§ TASK TO COMPLETE
The answer must be a single number: the count of lines below that contain the string "building".

§ RECORD SET
--------------------------------

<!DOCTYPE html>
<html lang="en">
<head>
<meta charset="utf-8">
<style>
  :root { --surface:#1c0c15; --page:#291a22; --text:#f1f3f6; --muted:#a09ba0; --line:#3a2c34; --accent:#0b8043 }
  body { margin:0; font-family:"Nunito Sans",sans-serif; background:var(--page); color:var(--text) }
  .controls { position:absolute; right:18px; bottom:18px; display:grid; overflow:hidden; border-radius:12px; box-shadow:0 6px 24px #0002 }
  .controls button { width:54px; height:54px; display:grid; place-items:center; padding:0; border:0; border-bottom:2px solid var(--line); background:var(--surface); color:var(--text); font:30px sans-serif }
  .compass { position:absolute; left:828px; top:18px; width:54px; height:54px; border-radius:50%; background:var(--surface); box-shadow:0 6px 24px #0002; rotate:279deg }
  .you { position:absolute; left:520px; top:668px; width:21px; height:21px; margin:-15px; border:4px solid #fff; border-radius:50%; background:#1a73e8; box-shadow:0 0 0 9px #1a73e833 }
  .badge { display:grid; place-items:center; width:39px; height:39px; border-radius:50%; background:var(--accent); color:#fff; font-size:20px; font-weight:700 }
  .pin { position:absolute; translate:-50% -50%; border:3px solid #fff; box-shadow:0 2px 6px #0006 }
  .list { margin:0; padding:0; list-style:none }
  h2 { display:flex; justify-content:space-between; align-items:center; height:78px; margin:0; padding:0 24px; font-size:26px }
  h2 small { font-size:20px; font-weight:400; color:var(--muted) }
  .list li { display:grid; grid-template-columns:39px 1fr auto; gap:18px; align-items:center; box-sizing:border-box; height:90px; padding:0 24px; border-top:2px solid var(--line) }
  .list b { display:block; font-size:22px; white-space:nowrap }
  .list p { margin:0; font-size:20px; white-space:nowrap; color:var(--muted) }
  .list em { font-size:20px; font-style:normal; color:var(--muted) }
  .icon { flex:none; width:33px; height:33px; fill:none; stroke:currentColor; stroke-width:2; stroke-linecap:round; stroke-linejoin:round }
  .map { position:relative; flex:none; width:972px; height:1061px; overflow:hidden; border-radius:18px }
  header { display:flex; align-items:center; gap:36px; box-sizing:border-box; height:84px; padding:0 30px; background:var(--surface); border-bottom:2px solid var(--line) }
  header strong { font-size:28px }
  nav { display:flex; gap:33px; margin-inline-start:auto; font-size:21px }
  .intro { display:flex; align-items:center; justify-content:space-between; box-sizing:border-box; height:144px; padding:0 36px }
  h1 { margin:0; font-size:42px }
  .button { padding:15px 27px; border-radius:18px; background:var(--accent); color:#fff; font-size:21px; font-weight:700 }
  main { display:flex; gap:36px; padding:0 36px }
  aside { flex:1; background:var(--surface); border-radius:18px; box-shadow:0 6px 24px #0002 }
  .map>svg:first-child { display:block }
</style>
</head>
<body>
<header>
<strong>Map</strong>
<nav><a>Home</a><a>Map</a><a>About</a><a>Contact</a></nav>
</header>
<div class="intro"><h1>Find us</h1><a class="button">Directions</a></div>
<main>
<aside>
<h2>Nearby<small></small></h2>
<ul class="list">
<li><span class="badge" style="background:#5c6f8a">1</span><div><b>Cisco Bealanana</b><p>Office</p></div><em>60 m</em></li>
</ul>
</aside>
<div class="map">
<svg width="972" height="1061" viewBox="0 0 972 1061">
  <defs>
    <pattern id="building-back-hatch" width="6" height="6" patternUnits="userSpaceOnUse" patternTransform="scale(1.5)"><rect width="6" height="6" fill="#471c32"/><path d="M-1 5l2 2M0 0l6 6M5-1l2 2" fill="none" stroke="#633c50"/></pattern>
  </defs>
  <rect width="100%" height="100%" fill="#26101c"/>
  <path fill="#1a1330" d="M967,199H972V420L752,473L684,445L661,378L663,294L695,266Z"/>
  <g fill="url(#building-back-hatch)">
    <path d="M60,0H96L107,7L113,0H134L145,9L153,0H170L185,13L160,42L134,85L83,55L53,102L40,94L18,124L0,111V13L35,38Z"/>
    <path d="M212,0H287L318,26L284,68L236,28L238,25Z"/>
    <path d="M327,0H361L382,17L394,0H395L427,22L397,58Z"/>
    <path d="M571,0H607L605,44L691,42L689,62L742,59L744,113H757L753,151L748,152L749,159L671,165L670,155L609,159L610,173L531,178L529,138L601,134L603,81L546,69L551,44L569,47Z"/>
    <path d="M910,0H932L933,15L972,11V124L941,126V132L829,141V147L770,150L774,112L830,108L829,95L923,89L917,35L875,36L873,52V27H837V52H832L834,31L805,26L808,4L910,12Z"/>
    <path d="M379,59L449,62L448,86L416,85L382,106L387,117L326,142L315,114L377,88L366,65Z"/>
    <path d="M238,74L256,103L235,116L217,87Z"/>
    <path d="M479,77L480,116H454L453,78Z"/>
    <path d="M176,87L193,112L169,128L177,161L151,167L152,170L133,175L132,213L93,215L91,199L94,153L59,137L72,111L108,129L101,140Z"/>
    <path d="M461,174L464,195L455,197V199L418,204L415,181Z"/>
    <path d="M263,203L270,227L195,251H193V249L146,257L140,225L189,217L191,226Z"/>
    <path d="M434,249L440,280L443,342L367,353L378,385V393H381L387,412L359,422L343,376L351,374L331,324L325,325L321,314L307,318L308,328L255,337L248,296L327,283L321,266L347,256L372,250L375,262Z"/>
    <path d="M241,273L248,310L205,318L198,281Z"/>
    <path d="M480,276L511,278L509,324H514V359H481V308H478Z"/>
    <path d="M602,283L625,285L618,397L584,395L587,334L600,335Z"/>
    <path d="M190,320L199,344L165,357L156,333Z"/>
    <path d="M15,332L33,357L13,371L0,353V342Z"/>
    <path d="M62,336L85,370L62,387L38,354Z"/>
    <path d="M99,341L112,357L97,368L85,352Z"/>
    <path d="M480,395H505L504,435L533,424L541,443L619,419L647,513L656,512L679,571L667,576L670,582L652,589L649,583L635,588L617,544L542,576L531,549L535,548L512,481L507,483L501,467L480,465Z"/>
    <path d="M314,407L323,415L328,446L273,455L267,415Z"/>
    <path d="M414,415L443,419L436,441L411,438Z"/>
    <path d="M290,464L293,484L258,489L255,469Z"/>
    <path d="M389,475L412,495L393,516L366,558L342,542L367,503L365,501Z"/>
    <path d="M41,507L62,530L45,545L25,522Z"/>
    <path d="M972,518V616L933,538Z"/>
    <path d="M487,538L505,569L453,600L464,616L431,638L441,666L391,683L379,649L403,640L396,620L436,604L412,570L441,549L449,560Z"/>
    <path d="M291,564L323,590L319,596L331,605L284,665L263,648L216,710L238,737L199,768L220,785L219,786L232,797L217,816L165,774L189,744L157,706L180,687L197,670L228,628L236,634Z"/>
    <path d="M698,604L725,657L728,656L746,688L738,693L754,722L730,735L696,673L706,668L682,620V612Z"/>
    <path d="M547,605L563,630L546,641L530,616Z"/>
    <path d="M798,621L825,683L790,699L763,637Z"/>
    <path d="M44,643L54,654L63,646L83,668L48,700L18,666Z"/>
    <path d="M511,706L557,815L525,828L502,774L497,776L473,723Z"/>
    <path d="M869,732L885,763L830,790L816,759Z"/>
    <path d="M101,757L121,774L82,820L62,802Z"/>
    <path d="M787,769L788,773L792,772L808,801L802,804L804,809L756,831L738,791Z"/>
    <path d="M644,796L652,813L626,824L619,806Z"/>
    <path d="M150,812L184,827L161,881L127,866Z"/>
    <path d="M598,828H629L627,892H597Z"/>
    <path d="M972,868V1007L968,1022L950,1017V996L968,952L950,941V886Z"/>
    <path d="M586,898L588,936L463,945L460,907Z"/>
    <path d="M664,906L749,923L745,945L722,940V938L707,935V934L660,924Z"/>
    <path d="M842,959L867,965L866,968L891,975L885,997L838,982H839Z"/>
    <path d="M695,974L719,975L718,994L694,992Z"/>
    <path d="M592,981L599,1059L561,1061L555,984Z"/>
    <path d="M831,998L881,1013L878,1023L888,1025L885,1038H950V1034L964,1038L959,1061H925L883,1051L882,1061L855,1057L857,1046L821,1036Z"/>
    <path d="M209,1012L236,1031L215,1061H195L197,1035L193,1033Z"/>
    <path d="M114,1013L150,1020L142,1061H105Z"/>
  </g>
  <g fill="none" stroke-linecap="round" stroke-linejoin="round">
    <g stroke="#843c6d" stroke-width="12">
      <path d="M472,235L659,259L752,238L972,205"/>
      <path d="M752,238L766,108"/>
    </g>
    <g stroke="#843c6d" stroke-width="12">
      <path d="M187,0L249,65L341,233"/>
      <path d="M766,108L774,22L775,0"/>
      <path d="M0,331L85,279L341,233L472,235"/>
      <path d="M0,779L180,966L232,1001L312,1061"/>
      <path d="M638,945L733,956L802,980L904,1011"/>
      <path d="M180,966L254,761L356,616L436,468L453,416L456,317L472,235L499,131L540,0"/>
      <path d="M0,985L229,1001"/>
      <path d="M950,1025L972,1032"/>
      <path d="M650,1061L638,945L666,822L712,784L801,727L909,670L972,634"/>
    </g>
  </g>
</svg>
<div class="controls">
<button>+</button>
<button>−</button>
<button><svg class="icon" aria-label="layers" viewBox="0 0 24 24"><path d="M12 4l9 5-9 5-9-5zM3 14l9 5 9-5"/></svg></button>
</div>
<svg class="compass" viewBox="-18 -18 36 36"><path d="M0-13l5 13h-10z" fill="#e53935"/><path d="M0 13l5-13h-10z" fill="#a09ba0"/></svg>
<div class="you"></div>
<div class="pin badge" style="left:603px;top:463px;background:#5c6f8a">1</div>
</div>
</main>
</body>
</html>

--------------------------------

§ SOLUTION FOR THIS EXERCISE
2